Task instructions:
Return all the lines below in which the string "dbdbdb" appears.

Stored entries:
----
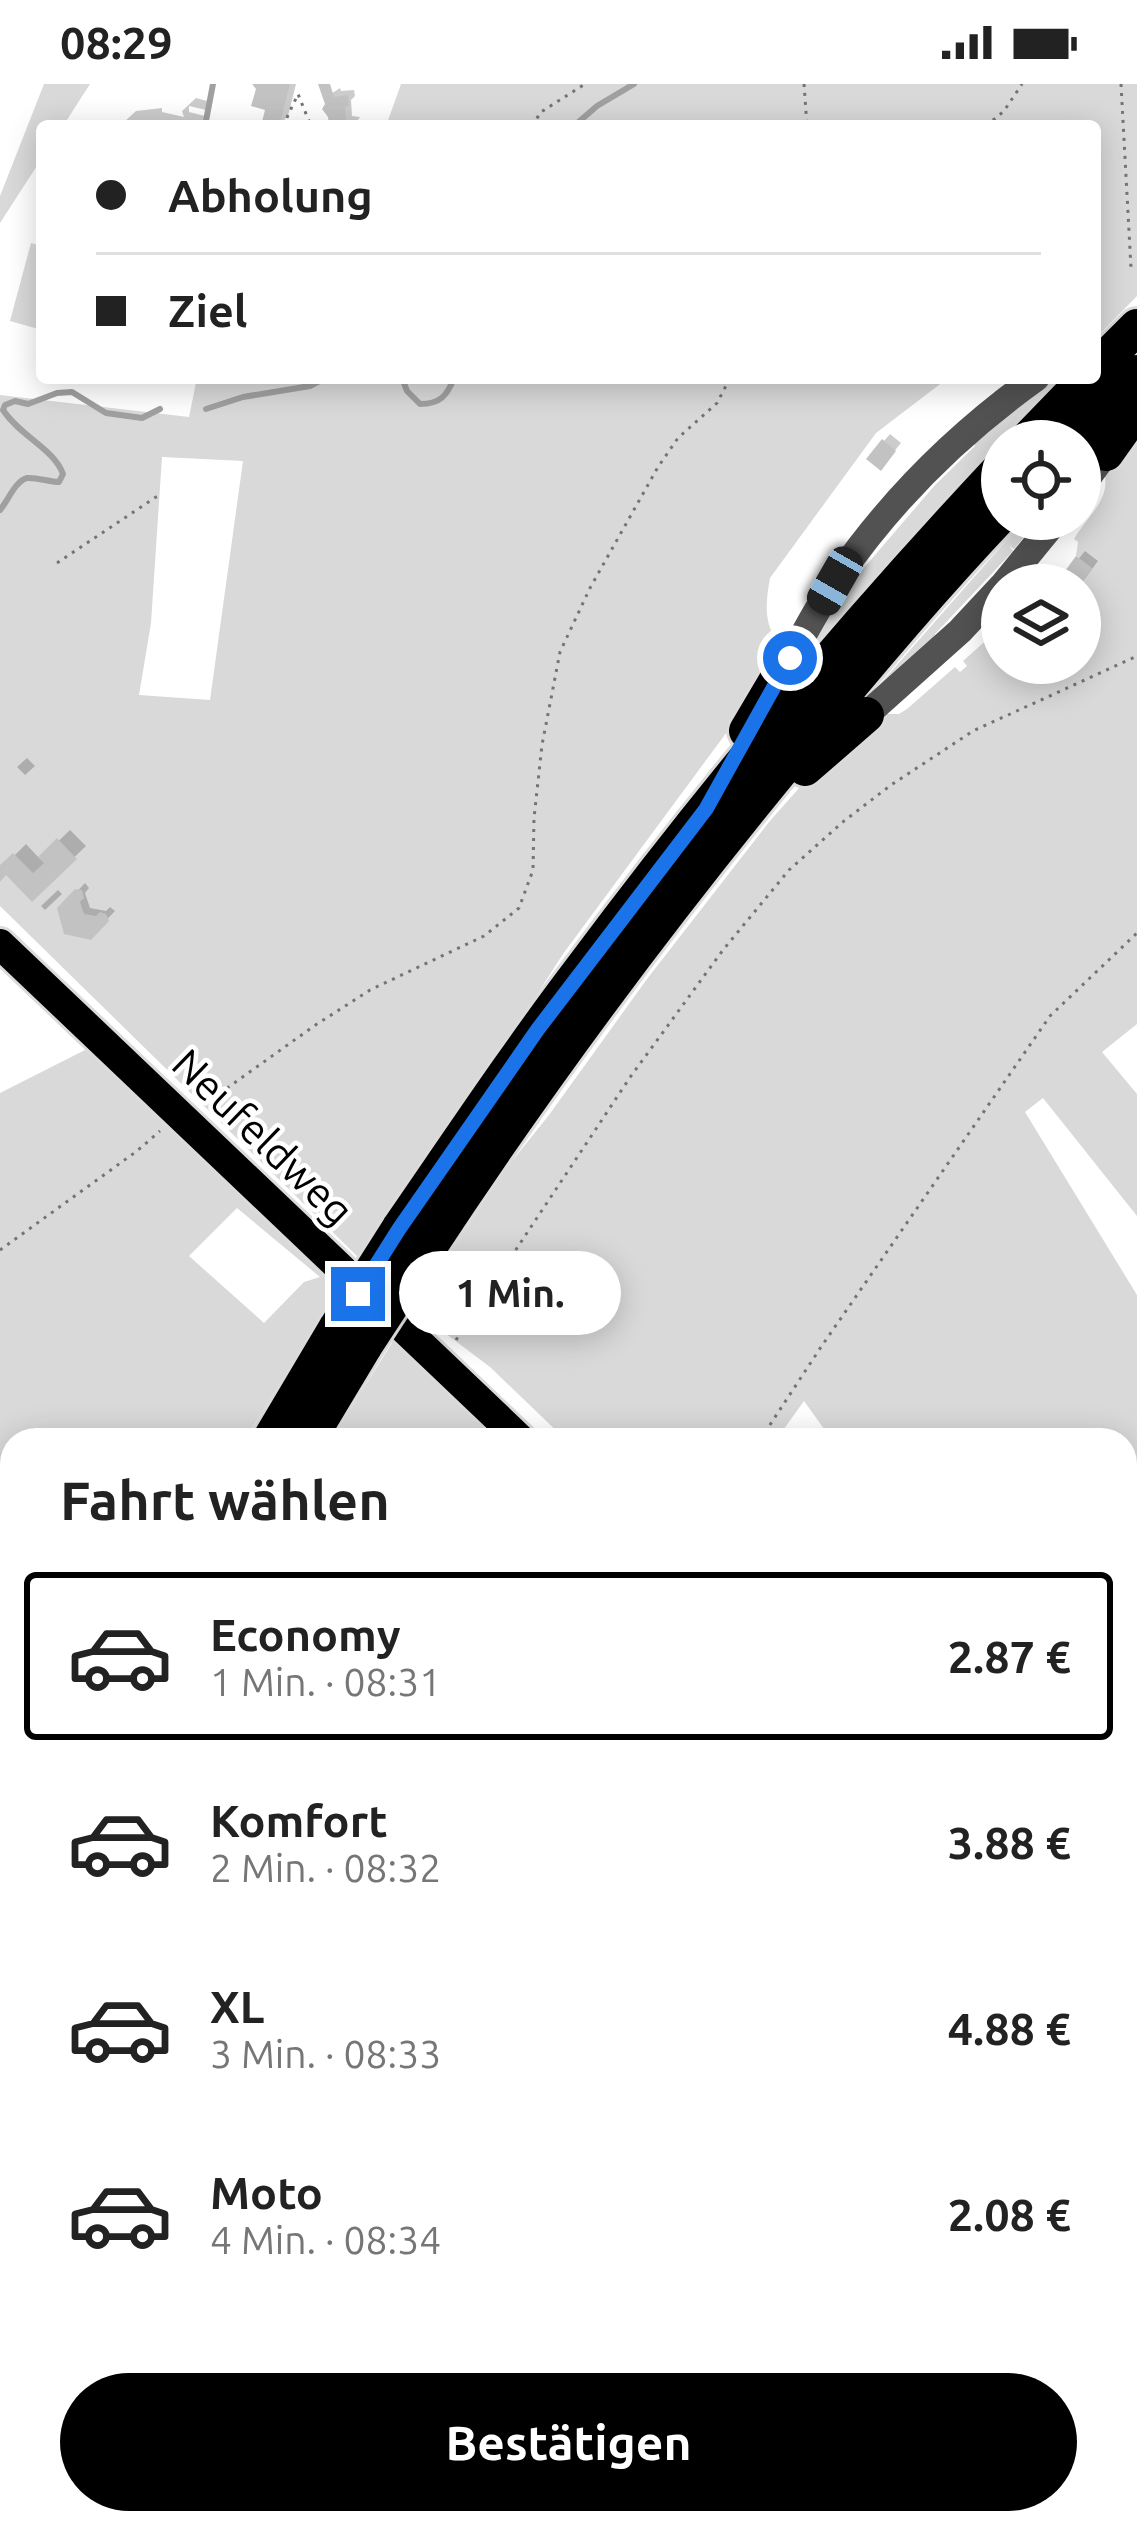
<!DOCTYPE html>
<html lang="de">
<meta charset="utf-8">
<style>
body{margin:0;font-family:Ubuntu,sans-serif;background:#f2f2f2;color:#222;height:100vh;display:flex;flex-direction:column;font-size:45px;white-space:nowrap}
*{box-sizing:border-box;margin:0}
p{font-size:39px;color:#767676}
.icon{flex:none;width:66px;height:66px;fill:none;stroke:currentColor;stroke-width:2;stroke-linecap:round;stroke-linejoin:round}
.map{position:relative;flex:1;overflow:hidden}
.panel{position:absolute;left:0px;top:1344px;width:1137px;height:1107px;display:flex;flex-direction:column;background:#fff;border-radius:36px 36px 0 0;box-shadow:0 6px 30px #0003}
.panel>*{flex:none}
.top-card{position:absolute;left:36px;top:36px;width:1065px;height:264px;border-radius:12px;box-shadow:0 6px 30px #0003;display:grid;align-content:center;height:264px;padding:0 60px;background:#fff}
.controls{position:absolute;left:981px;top:336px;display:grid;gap:24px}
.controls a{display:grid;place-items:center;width:120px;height:120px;border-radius:50%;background:#fff;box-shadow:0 6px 30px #0003;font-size:60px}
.end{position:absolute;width:54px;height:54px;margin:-27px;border:15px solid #1a73e8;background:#fff;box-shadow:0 0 0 6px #fff}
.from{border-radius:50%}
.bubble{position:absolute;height:84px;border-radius:42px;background:#fff;box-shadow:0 6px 30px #0003;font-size:39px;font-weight:600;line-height:84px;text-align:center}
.car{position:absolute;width:36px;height:72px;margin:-36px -18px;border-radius:15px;box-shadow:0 0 9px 3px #0007;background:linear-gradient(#222 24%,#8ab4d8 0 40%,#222 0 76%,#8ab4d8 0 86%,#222 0)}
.top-card b{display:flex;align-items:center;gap:42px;height:114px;font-size:45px}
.top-card b+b{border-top:3px solid #e0e0e0}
.top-card i{width:30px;height:30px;background:#222}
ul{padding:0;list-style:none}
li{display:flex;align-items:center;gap:36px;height:168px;margin:0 24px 18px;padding:0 36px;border:6px solid transparent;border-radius:12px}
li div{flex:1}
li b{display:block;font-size:45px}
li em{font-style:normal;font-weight:600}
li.on{border-color:#000}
li>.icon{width:108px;height:108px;stroke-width:1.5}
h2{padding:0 60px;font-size:54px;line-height:144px}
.action{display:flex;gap:24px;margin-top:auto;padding:24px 60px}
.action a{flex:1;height:138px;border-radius:72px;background:#000;color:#fff;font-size:48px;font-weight:600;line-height:138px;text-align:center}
.status{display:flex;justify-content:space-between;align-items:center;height:84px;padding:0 60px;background:#fff;direction:ltr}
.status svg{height:33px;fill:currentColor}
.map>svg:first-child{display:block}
.green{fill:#d9d9d9;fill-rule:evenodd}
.shadow{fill:#0003}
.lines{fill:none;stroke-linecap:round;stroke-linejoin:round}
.stream{stroke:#a0a0a0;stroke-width:6}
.building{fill:#c2c2c2}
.major-casing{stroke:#dbdbdb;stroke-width:36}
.highway-casing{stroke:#dbdbdb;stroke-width:42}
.path{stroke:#747474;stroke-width:3;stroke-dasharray:3 6;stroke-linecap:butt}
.minor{stroke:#525252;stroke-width:27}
.major{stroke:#000;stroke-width:30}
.highway{stroke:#000;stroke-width:36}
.highway-bridge-casing{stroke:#dbdbdb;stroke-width:42;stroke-linecap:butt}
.highway-bridge{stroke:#000;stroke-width:36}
.route{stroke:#1a73e8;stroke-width:15}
.labels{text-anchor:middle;stroke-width:9;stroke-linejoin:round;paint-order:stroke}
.street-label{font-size:42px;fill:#000;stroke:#fff}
</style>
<div class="status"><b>08:29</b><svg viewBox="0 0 49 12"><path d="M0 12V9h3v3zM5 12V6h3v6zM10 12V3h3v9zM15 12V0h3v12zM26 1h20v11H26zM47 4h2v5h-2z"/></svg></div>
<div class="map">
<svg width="1137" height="2450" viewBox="0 0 1137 2450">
<rect width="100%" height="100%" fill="#fff"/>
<!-- green -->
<path class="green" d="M44 0H90L63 42H42V74L0 139V112Z
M401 0H1137V212L1095 255V42H386Z
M31 159 42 162V246L10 237Z
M197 294H948L876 349 770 494C765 522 763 544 784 564L783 572 563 870 504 962 358 1173 0 822V311L189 333ZM162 373 243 377 210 616 139 611 151 539Z
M1047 294H1058L800 577 855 491 857 492 935 401 975 362 974 360Z
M1137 336V940L1102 968 1137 1010V1132L1043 1014 1025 1028 1137 1211V1509L1125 1517V1356H832L804 1317 776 1356H566L490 1283 413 1225 504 1087 549 1031 647 895 769 738 808 694 884 630H899L907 625 955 583 960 588 967 582 963 577 991 552 989 549 1002 536V579H1080V503L1093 485 1076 472 1078 458 1074 455C1086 434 1112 414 1104 389Z
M1025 435H1039L1014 465 1009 462 1013 467 935 550 932 563 860 623Z
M44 916 341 1199 245 1356H12V1773L0 1795V1009L87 965 40 920ZM237 1124 320 1193 304 1198 264 1239 189 1172Z
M395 1254 396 1259 496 1356H331Z
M12 1937V2439L0 2436V1965Z
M14 2439H500L488 2450H59Z"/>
<!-- shadow -->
<path class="shadow" d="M257 0H296L288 32 278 42H273L269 24Z
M340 4 341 7 354 6 355 12 351 16 352 32 360 33 354 42H332L326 13Z
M196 14 207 17 206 26 189 22V28L205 32 201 42H124V38L136 27 162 24V28L184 33 182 27Z
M890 350 901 359 887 376 884 357Z
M1085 467 1098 477 1084 496 1074 501 1064 493Z
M27 674 35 682 25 691 17 683Z
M70 746 86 762 32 814 6 787 0 793V782L2 784 26 760 40 775Z
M85 799 89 804 85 809 90 824 106 827 110 823 115 827 90 853 60 825Z
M58 806 62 810 45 826 41 822Z
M1125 1761 1137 1781V1809L1125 1821Z
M1125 1988 1137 2000 1125 2012Z
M1130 2087 1137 2094V2132L1125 2122V2089Z
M1136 2270 1137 2291 1125 2302V2281Z
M1125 2430 1137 2442V2450H1073L1062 2439H1125Z
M954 2439H991L994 2442 1004 2439 1014 2450H943Z"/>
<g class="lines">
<!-- stream -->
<path class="stream" d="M205 42 213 0
M574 42 597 22 634 0
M402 294 407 307 420 320C440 320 447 312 454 294
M206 325 243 313 310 302 325 294
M0 426C8 417 15 397 27 394 36 393 50 398 59 398L63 390C54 365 20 352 3 326L5 321 15 317 28 320 57 309 72 308 106 329 142 334 160 325"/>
</g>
<!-- building -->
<path class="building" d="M252 0H290L279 42H261L265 26 251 22 256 5Z
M318 0H330L334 13 348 11 349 22H345L346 38H353L355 42H329L328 33 322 25 325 20Z
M882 355 896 367 881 387 866 375Z
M1076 472 1093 485 1081 501H1069L1060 494Z
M57 754 77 775 32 818 6 791 0 798V781L13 769 33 789 44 779 38 773Z
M75 805 82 806 84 814 80 818 84 830 96 832 100 828 106 830 109 837 91 856 64 850 57 824Z
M806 2439H867L855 2450H810Z
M950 2439H978L993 2450H938Z
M1058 2439H1113L1123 2450H1069Z"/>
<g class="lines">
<!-- major casing -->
<g class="major-casing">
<path id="major" d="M0 860 521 1356
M1125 1885 1137 1872
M1125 2184 1137 2195
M520 2450 532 2439"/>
</g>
<!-- highway casing -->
<g class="highway-casing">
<path id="highway" d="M1095 285 1137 243
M1026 357 1087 294
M1071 357 1137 289
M1106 369 1137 325
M747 647 790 574
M805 684 866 631
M399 1145C459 1058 518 969 582 885 712 710 853 542 1002 383
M425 1169C540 993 665 826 799 664 864 584 931 505 1002 430
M270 1356 337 1243
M308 1356 365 1261
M0 1840 12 1818
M0 1910 12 1887"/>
</g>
<!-- path -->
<path class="path" d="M804 0 807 42
M1121 0 1131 184
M283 42 298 10 311 42
M532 42 541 28 585 0
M986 42 1004 27 1022 0
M57 479 159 411
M205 1020 314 942 370 906 484 852 519 824 533 786 534 734 542 661 560 568 590 504 658 383 678 354 717 319 730 294
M0 1166 137 1067 160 1047
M456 1256 631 992 723 866 789 786 844 737 891 701 973 647 1137 572
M760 1356 821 1263 1050 932 1137 849
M0 2163 12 2153
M142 2439V2450
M279 2450 290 2439"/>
<!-- minor -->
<path class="minor" d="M1080 404 1106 369
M1003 501 1057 435
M790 574C806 547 820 519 838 493 892 415 959 349 1036 294
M866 631 960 547 1002 502
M1125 1965 1137 1977
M1132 2369 1137 2373
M795 2439 803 2450
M1018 2439 1029 2450
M892 2450 903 2439"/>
<!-- major -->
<use href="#major" class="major"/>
<!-- highway -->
<use href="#highway" class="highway"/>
<!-- highway-bridge casing -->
<g class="highway-bridge-casing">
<path id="highway-bridge" d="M337 1243 399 1145
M365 1261 425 1169"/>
</g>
<!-- highway-bridge -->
<use href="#highway-bridge" class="highway-bridge"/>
</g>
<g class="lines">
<!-- route -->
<path class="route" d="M358 1210 399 1145 538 945 706 725 790 574"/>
</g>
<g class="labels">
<!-- street labels -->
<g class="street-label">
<text transform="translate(263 1053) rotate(44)" y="15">Neufeldweg</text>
</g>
</g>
</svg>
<div class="controls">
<a><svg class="icon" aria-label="locate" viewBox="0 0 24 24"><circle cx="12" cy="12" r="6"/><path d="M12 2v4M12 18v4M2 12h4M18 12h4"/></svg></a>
<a><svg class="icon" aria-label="layers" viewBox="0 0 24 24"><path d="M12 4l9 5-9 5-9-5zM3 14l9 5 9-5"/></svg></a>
</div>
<i class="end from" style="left:790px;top:574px"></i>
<i class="end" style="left:358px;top:1210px"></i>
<div class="bubble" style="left:399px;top:1167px;width:222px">1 Min.</div>
<i class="car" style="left:835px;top:497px;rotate:210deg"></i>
<div class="top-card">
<b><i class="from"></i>Abholung</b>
<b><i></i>Ziel</b>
</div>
<section class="panel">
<h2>Fahrt wählen</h2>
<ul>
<li class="on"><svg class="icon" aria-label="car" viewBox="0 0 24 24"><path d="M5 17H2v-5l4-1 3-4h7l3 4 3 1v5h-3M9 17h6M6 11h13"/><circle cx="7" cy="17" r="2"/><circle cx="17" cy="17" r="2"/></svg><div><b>Economy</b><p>1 Min. · 08:31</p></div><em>2.87 €</em></li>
<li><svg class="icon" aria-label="car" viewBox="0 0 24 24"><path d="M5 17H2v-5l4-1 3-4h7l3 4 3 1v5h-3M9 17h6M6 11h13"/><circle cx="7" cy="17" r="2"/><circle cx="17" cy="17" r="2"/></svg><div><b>Komfort</b><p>2 Min. · 08:32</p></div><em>3.88 €</em></li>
<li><svg class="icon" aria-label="car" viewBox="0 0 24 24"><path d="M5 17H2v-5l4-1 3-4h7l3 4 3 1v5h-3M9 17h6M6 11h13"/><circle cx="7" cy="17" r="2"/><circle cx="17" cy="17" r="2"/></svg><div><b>XL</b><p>3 Min. · 08:33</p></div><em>4.88 €</em></li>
<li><svg class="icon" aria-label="car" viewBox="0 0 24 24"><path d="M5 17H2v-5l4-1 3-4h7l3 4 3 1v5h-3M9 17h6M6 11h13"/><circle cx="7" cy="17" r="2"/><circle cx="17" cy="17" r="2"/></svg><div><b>Moto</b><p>4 Min. · 08:34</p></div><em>2.08 €</em></li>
</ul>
<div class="action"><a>Bestätigen</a></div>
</section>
</div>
----
Solved problem:
.major-casing{stroke:#dbdbdb;stroke-width:36}
.highway-casing{stroke:#dbdbdb;stroke-width:42}
.highway-bridge-casing{stroke:#dbdbdb;stroke-width:42;stroke-linecap:butt}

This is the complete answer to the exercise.